Authorial voice makes all the difference between banging your head into a wall trying to get a single page out or writing a few paragraphs at the drop of a hat with ease and relative pleasure. The right voice tells the story itself without needing to be forced, and the right voice can make an amateur idea blossom into a very professional-reading tale (even if the idea is still a little weak). A good voice breathes confidence and clarity.
And I think this is what I find missing so often in stories we’ve passed on at Apex: a nervous author writes in an unsteady or weak voice. They’re hesitant, second-guessing. A manuscript that reads like a pro wrote it (I say “like a pro wrote it” because very often it isn’t a pro at all, though someday the author might be) are the ones with a definitive voice. They know the story, they’re just relating it to you as best they can. But it feels real.
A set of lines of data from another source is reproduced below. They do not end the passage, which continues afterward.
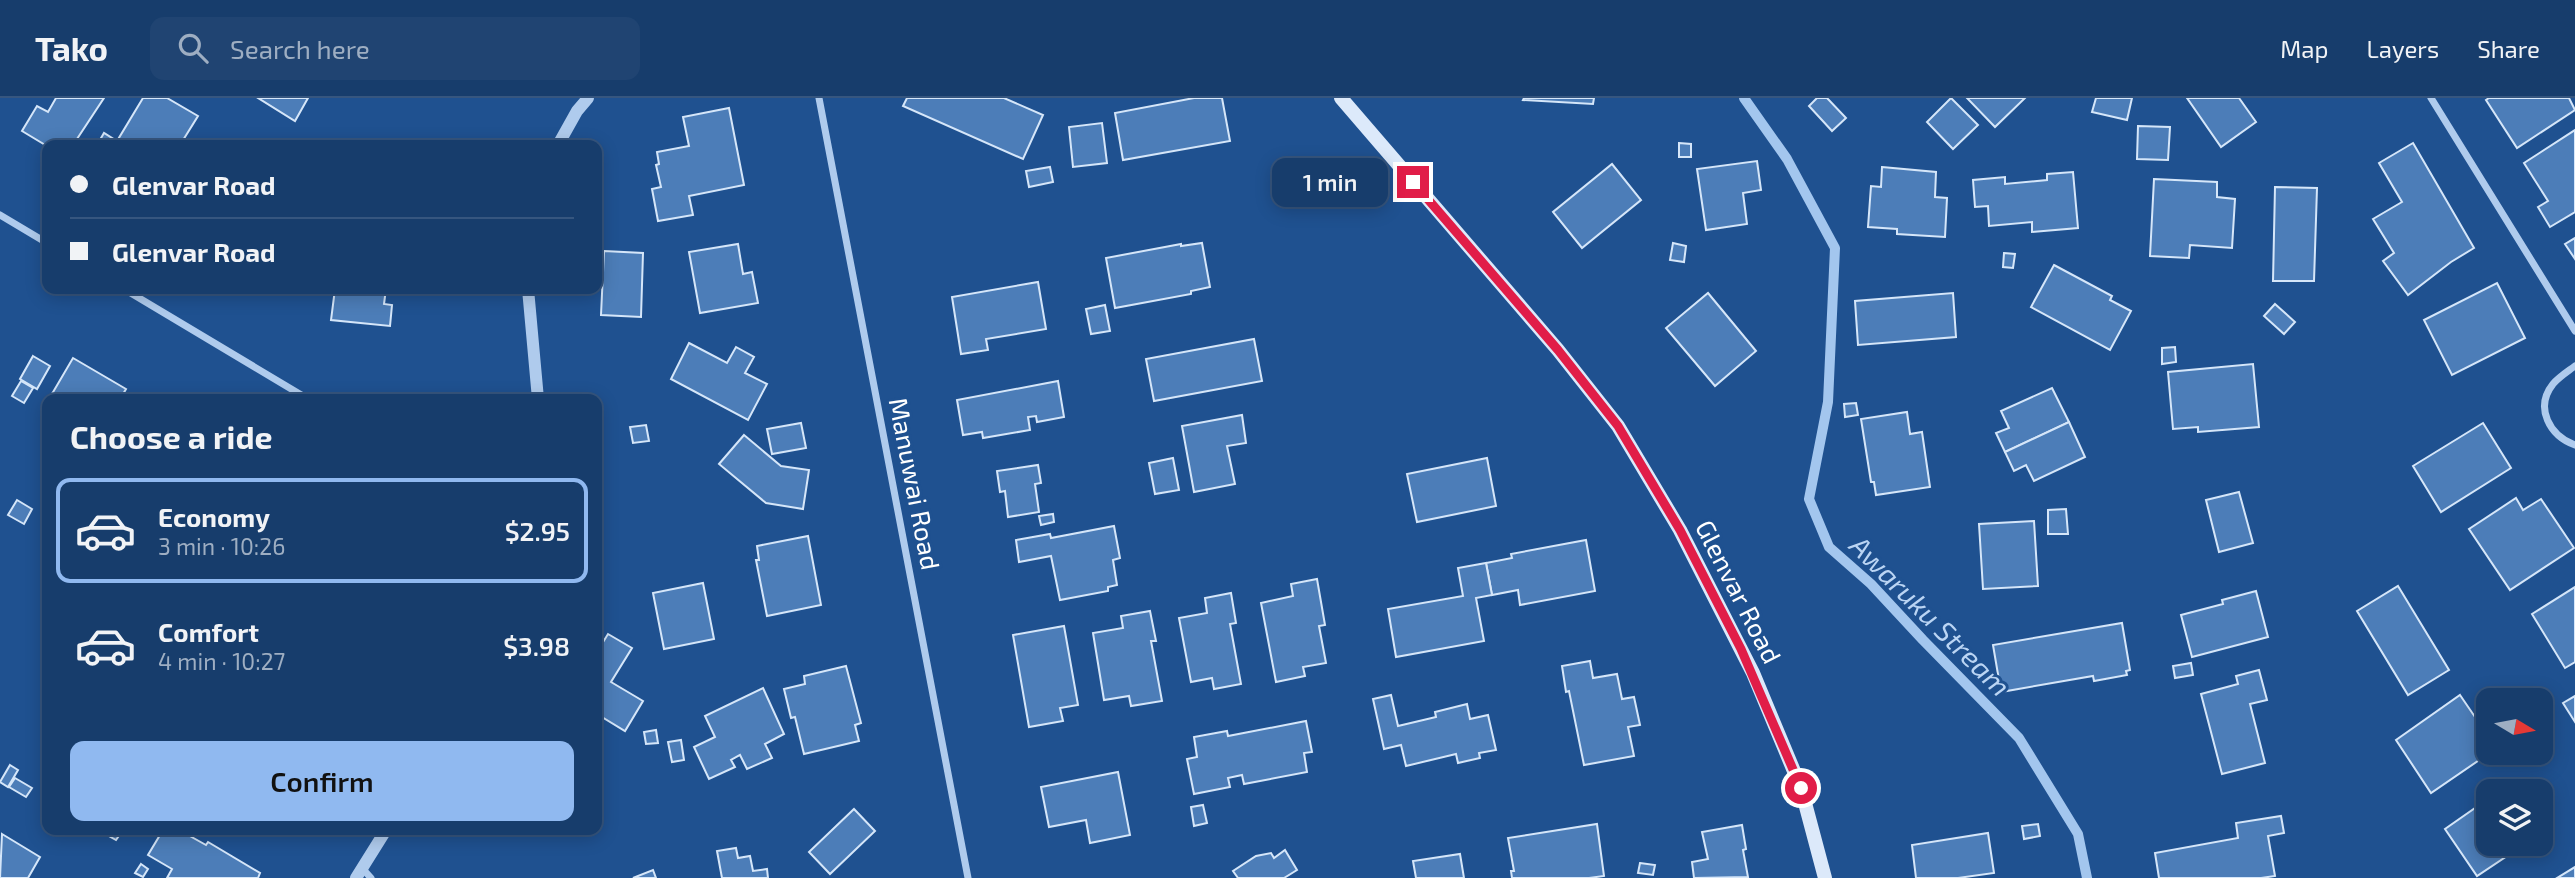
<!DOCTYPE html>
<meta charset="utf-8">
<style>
body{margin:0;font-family:"Exo 2",sans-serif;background:#204472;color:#f1f3f6;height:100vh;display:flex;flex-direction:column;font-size:26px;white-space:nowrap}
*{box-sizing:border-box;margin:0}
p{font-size:23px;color:#9eaec2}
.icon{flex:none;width:38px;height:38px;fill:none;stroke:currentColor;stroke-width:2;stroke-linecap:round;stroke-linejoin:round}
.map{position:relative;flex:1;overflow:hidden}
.panel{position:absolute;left:42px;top:296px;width:560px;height:441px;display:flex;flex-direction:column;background:#173d6c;border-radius:14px;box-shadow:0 4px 18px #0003,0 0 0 2px #36567f}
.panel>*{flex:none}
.hud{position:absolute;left:42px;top:42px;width:560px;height:154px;border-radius:14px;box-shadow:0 4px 18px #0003,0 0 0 2px #36567f;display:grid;align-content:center;height:154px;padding:0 28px;background:#173d6c}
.needle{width:46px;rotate:100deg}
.fabs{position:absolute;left:2476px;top:590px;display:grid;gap:14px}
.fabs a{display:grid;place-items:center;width:77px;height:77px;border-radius:14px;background:#173d6c;box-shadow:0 4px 18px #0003,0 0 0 2px #36567f;font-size:35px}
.end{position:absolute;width:32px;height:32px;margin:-16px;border:9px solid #e11d48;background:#fff;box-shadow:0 0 0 4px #fff}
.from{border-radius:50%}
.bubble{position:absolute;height:49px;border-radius:14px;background:#173d6c;box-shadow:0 4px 18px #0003,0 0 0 2px #36567f;font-size:23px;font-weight:600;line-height:49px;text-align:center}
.hud b{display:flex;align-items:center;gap:24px;height:66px;font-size:26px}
.hud b+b{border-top:2px solid #36567f}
.hud i{width:18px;height:18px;background:#f1f3f6}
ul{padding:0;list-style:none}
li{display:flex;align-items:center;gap:21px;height:105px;margin:0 14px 10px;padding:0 14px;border:4px solid transparent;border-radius:14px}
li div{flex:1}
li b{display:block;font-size:26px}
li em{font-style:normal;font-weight:600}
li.active{border-color:#90b9f0}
li>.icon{width:63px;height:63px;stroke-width:1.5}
h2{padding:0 28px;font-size:32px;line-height:84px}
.primary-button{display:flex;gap:14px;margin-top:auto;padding:14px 28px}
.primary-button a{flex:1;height:80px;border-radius:14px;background:#90b9f0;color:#111;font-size:28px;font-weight:600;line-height:80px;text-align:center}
header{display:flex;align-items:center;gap:42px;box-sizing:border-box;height:98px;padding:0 35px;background:#173d6c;border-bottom:2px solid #36567f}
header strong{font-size:33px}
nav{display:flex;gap:38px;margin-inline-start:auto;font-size:24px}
.search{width:490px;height:63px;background:#204472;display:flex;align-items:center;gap:18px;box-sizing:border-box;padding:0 24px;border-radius:14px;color:#9eaec2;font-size:26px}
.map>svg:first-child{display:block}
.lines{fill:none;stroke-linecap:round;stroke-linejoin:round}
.stream{stroke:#a3c6ee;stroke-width:10}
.building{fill:#4c7db8;stroke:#d5e6f9;stroke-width:2}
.minor{stroke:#afcbed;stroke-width:7}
.tertiary{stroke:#afcbed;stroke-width:12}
.secondary{stroke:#dce9fa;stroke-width:14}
.route{stroke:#e11d48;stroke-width:9}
.labels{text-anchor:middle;stroke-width:6;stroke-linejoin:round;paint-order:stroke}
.street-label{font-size:26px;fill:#fff;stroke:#1f5190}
.water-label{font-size:28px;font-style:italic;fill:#bbd5f4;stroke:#1f5190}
</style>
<header>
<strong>Tako</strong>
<div class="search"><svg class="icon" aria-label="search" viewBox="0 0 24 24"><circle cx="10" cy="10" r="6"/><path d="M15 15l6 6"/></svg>Search here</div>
<nav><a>Map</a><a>Layers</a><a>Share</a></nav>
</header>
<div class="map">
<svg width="2575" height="780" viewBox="0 0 2575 780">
<rect width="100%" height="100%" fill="#1f5190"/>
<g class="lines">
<polyline class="stream" points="1744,0 1787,61 1835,150 1828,304 1809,401 1829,449 1871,486 1923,542 2019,640 2078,736 2087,780"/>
</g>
<g class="building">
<polygon points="56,0 104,0 73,47 47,48 22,33 37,8 48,14"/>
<polygon points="143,0 167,0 198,18 180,47 97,47 104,35 117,43"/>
<polygon points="258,0 308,0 295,23"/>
<polygon points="907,0 1004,0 1043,17 1023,61 903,8"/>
<polygon points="1194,0 1222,0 1230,43 1123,62 1115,15"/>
<polygon points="1524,0 1594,0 1593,6 1523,2"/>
<polygon points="1817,0 1827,0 1846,20 1832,33 1809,8"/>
<polygon points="1951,0 1978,27 1953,51 1927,24"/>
<polygon points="1967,0 2025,0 1995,29"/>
<polygon points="2096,0 2132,0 2127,22 2092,14"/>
<polygon points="2187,0 2239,0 2256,24 2221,49"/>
<polygon points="2489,0 2569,0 2575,12 2517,50 2486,2"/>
<polygon points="729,10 744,87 689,98 693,117 658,123 652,91 661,89 656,67 659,66 657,54 689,48 683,19"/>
<polygon points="1102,25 1107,65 1073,69 1069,29"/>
<polygon points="2138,28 2170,29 2168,62 2137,61"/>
<polygon points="2575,32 2575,114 2550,129 2538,109 2548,103 2524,65"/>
<polygon points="1679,45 1691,46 1691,59 1679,59"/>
<polygon points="2413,45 2474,150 2451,164 2408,197 2383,163 2394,155 2373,121 2402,104 2379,65"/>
<polygon points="1757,63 1761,92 1743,95 1747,126 1706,132 1697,71"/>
<polygon points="1612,66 1641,102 1582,150 1553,114"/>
<polygon points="1050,69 1053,84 1029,89 1026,73"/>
<polygon points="1882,69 1936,74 1935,99 1947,100 1945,139 1897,136 1897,131 1868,129 1871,88 1881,89"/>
<polygon points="2073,74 2078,130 2032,134 2032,124 1989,128 1988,108 1975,109 1973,82 2005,79 2005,86 2047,82 2047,76"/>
<polygon points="2154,81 2217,84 2217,99 2235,101 2232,150 2190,147 2189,160 2150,158"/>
<polygon points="2275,89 2317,90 2314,183 2273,183"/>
<polygon points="2575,140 2575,161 2565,146"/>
<polygon points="1202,145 1210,189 1191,193 1191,196 1115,210 1106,160 1181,146 1181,148"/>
<polygon points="1673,145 1686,148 1684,164 1670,162"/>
<polygon points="738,146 743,176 752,174 758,205 700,215 689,154"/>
<polygon points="604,153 643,155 641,219 601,217"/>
<polygon points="2004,155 2015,156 2013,170 2003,169"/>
<polygon points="2054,167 2112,198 2110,202 2131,213 2110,252 2031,209"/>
<polygon points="1038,184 1046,231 986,241 988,252 961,256 952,199"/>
<polygon points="2497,185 2525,240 2452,277 2424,222"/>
<polygon points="335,191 386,191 384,206 392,207 390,228 331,222"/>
<polygon points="1708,195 1756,253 1715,288 1666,230"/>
<polygon points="1953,195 1956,239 1858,247 1855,203"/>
<polygon points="2275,206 2295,224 2284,236 2264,218"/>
<polygon points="1105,207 1110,233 1091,236 1086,211"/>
<polygon points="1254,241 1262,283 1154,303 1146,261"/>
<polygon points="689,245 727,265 736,249 754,259 745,275 767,286 748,322 671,281"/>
<polygon points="2175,249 2176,264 2162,266 2162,250"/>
<polygon points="33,258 50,268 37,291 20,281"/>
<polygon points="73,260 126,291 120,301 49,301"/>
<polygon points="2253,266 2259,329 2198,334 2198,329 2173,331 2168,274"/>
<polygon points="21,283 33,290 24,305 12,298"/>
<polygon points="1058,283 1064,319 1037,324 1036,318 1028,319 1030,332 983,340 982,334 963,337 957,302"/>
<polygon points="2052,290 2069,324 2005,354 1996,335 2009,330 2001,313"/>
<polygon points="1856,305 1858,317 1845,319 1844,306"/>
<polygon points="1907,314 1910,336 1922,334 1930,389 1876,397 1874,384 1871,384 1861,321"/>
<polygon points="1242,317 1246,345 1227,348 1235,386 1194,394 1182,328"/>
<polygon points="2069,324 2085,359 2034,383 2026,367 2014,373 2005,354"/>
<polygon points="801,325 806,350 772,356 767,331"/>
<polygon points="2483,325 2511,370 2441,414 2413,368"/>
<polygon points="646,327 649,343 633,345 630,329"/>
<polygon points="744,337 781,368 809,372 803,411 766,405 719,366"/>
<polygon points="1173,360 1179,392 1155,396 1149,365"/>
<polygon points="1487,360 1496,408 1417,424 1407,376"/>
<polygon points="1038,367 1041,385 1035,386 1039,414 1008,419 1005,393 1000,394 997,373"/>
<polygon points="2239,394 2253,445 2219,454 2206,402"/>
<polygon points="2516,400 2523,412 2541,401 2574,450 2510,492 2469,431"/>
<polygon points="17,402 32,411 24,426 8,417"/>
<polygon points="2066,411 2068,436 2048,436 2048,412"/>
<polygon points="1053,416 1054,424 1041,427 1039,418"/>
<polygon points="2034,423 2038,488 1983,491 1979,426"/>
<polygon points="1114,428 1120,460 1113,462 1117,487 1108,489 1108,493 1060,502 1051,458 1019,464 1016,442 1050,436 1051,440"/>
<polygon points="808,438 821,507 767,518 756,462 759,462 757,448"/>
<polygon points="1586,442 1595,493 1520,507 1518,492 1492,497 1486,465 1512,460 1511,456"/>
<polygon points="1486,465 1492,497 1476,500 1484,543 1396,559 1388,511 1463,498 1458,470"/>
<polygon points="1317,481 1325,527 1319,528 1326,565 1303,569 1305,578 1276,584 1261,505 1293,498 1291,486"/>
<polygon points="703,485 714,541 664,551 653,495"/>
<polygon points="2398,488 2449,572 2408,597 2357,513"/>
<polygon points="2575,489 2575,564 2565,570 2532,516"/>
<polygon points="2256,493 2268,539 2192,559 2181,517 2223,506 2222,502"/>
<polygon points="1231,495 1236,525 1230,526 1241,586 1214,591 1212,580 1191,584 1179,520 1207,515 1205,500"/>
<polygon points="1150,513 1156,543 1151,543 1162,603 1131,608 1129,598 1104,602 1093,535 1123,530 1121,518"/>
<polygon points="2122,525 2130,572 2126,573 2127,577 2094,583 2093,578 2001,594 1993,547"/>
<polygon points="1064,528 1078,607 1060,610 1063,623 1029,629 1013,537"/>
<polygon points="608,536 632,550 611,584 643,603 625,633 597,616 597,554"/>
<polygon points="1590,563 1593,580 1617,576 1622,601 1634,599 1640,627 1628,629 1634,658 1584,667 1569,593 1566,594 1562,568"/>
<polygon points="2191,565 2193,577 2175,580 2173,568"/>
<polygon points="846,568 861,625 855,627 859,643 804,656 795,619 791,620 784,591 805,586 804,578"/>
<polygon points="2259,572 2267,602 2250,606 2265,665 2222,676 2201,596 2238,586 2236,578"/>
<polygon points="763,590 784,636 765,646 772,660 747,671 740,657 731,662 735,669 709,681 694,649 715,639 705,618"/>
<polygon points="1391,597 1398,628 1436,619 1435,614 1467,606 1470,621 1488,617 1496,652 1479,655 1480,660 1458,665 1456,656 1406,668 1401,647 1384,651 1373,601"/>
<polygon points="2460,597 2488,638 2488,654 2491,654 2431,695 2396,642"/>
<polygon points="2575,598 2575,624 2563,605"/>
<polygon points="1306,623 1312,654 1304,655 1307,674 1244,686 1242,677 1228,680 1230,689 1194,696 1187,661 1197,659 1194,639 1227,633 1228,638"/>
<polygon points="656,632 658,645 646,646 644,634"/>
<polygon points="681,642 684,662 672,664 668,644"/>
<polygon points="10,667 18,672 8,689 0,684"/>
<polygon points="1118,674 1130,737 1090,745 1086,722 1049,729 1041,689"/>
<polygon points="15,680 32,690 26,699 9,689"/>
<polygon points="2488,701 2488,746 2525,746 2477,778 2445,731"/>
<polygon points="1203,707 1207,725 1194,728 1191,709"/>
<polygon points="854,711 875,733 830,776 809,754"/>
<polygon points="2281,718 2284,735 2268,738 2275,778 2261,780 2159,780 2155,755 2238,740 2236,725"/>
<polygon points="1597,726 1604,778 1589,780 1512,780 1511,773 1514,773 1508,740"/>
<polygon points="2038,726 2040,738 2024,741 2022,728"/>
<polygon points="1742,727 1746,751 1743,752 1748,779 1694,780 1692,764 1708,761 1702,734"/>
<polygon points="98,732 123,732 116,742"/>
<polygon points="163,732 179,732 206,747 208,744 260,775 258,780 167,780 172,771 148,757"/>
<polygon points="1988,735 1994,775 1958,780 1916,780 1912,747"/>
<polygon points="2,736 40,759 28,780 0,780"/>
<polygon points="736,750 738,760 750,758 753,773 767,771 768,780 722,780 717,753"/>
<polygon points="1285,752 1297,772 1284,780 1238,780 1233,773 1256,758 1271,755 1274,760"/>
<polygon points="1460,756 1464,780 1416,780 1413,763"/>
<polygon points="1640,765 1655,767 1653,777 1638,775"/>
<polygon points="141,766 148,771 143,779 135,775"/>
<polygon points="2575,769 2575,780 2557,780"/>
<polygon points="653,772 656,780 633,780"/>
</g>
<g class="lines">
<g class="minor">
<polyline points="819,0 968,780"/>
<polyline points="2431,0 2575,233"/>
<polyline points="0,117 47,145"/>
<polyline points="124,191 308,301"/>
<path d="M2575,268C2567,274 2559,279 2553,286C2534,310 2550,338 2575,347"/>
<polyline points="362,770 371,780"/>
</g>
<g class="tertiary">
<polyline points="558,47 577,13 588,0"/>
<polyline points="528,191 538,301"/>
<polyline points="356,780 386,732"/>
</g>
<polyline class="secondary" points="1341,0 1558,252 1618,328 1680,432 1753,575 1801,690 1825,780"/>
</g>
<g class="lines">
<polyline class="route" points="1413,84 1558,252 1618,328 1680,432 1741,551 1801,690"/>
</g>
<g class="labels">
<g class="street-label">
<text transform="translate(914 386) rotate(79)" y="9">Manuwai Road</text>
<text transform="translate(1738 494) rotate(63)" y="9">Glenvar Road</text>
</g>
<g class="water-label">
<text transform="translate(1930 518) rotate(45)" y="10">Awaruku Stream</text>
</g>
</g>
</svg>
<div class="fabs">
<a><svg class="needle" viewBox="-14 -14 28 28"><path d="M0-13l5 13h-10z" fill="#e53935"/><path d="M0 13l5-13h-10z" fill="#9eaec2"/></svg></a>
<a><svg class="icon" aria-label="layers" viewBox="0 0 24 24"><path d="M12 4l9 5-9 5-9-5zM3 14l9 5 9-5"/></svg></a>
</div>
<i class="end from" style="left:1801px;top:690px"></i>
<i class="end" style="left:1413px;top:84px"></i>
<div class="bubble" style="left:1272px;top:60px;width:116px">1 min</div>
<div class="hud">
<b><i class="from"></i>Glenvar Road</b>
<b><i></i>Glenvar Road</b>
</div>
<section class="panel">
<h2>Choose a ride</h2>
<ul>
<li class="active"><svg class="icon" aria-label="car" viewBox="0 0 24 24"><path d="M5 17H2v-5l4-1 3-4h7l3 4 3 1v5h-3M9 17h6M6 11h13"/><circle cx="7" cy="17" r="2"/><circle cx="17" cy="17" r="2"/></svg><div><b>Economy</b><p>3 min · 10:26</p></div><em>$2.95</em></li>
<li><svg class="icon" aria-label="car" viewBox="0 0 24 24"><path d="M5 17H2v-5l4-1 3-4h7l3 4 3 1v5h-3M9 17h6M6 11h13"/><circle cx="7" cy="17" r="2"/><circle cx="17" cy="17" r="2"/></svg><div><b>Comfort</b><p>4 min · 10:27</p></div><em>$3.98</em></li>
</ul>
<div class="primary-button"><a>Confirm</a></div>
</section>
</div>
Now if only I could find that confidence myself so that it will carry through in my own writing! ^_^
*SELF EDITING FOR FICTION WRITERS–A Note: I highly recommend this book. I’m a bit mule-headed when it comes to being told how to do anything, so I usually avoid most how-to-write books if only to keep myself from putting up walls against potentially helpful suggestions (though I usually have to reinvent the wheel just to learn the importance of such advice). However, this one works for me. First, it’s not about “how to write”, it’s about “how to edit”. It approaches drafting in a completely different and–for me–compelling way. Its explanations are clear and logical, and while I never agree with absolutely everything a how-to book suggests, I found their sections on “show don’t tell” and adverbs very, very useful, if only because they don’t outright vilify any one technique (they never say “never do this”).